Facts of the case
Jaypee Infratech Ltd (hereafter referred to as JIL) is a special purpose vehicle created by its holding company, Jaiprakash Associates Limited which committed default of Rs. 526.11 crores in the repayment of its dues against IDBI bank and took advanced money from home buyers for sale of houses. But sooner, JIL turned into a non-performing asset (NPA). Therefore, the IDBI Bank filed an application under Section 7 of the Insolvency and Bankruptcy Code, 2016 before the National Company Law Tribunal, Allahabad to initiate Corporate Insolvency Resolution Process against it. The court ordered JIL to deposit Rs 750 crores. During the pendency of the said application, writ petitions were filed in Court by the home buyers concerning the stated project of JIL and seeking clarification as to the manner in which the voting percentage of the allottees (home buyers) will be reckoned.
Arguments presented by the parties
IDBI Bank claimed that JIL had committed default of Rs. 526.11 crores in the repayment of its dues and sought the initiation Corporate Insolvency Resolution Process against JIL. However, JIL filed its objections opposing the admission of the petition. On 9 August 2017, NCLT initiated the CIRP in respect of JIL. An order of moratorium was issued under Section 14 by which the institution of suits and the continuation of pending proceedings, including execution proceedings was prohibited. The Board released a press note clarifying that homebuyers could fill in Form -F as they could not be treated at par with financial and operational creditors. The board ignored the interests of vital stakeholders in building projects, chief among whom are individuals who have invested their wealth in pursuit of the human desire to own a home.

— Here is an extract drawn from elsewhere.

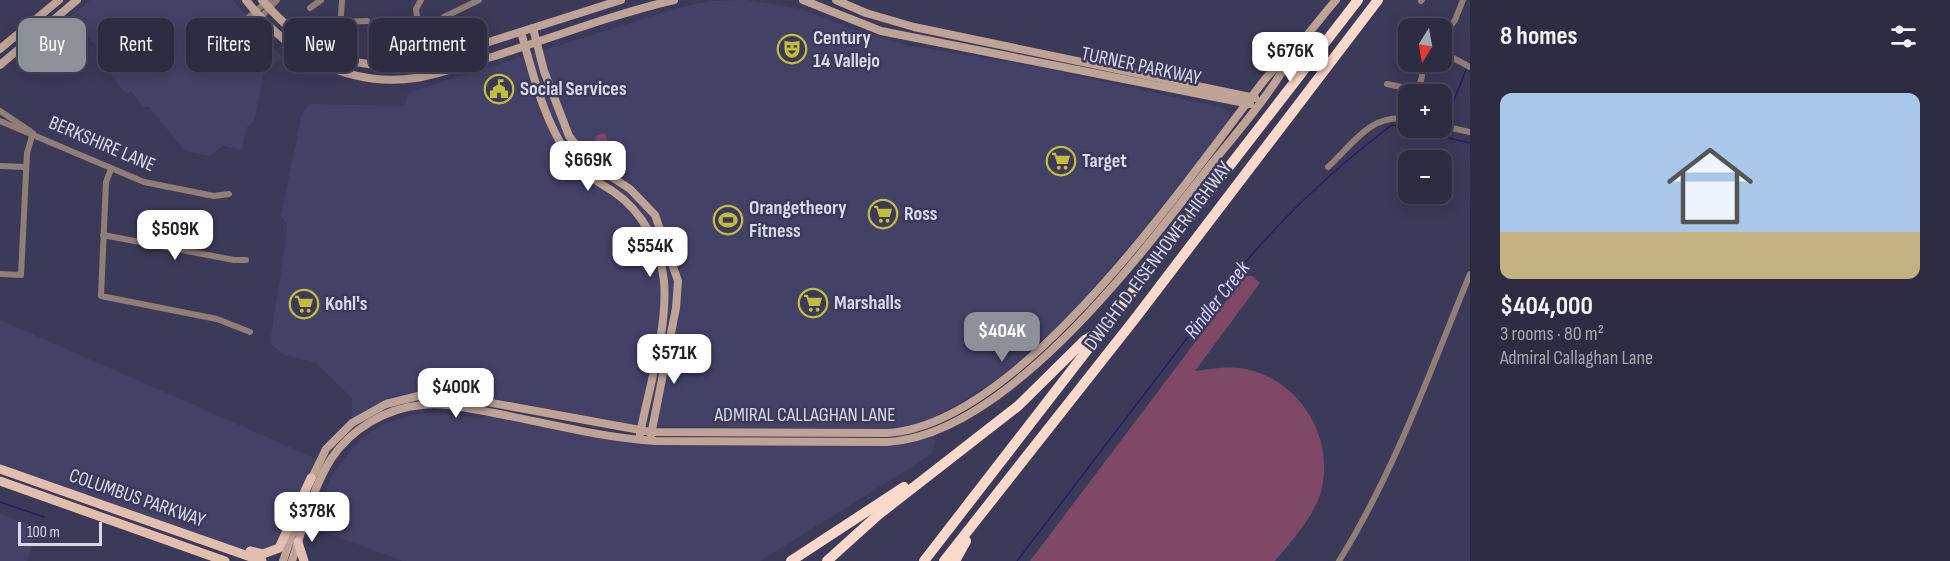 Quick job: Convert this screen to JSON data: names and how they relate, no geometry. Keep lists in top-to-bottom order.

The IBC, in the submission of the petitioners, recognized only three categories or classes namely
- corporate debtors;
- financial creditors and
- operational creditors
Not being protected by the IBC, the petitioners argued that the rights conferred upon them by special enactments including the Consumer Protection Act 1986 and by RERA could not be divested. Suspension of the right to seek redressal before an adjudicatory forum left the home buyers without a remedy. Therefore, they filed an appeal in the higher court.

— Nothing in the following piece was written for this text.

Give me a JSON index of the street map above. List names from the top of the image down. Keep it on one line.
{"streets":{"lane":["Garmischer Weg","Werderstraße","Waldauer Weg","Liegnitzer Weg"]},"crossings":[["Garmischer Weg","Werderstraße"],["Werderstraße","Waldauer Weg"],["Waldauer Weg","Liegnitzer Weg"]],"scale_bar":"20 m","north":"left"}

Court categorizes Home Buyers as Financial Creditors
The supreme court stated that a CoC shall be constituted afresh in accordance with the provisions of the Insolvency and Bankruptcy (Amendment) Ordinance, 2018, more particularly the amended definition of the expression “financial creditors”. The amount of Rs 750 crores which has been deposited in this Court by JIL shall together with the interest accrued thereon be transferred to the NCLT and continue to remain invested and shall abide by such directions as may be issued by the NCLT. The Tribunal disposed of Company Appeal and applications therein by a common judgment and gave its decision including home buyers in the list of financial creditors.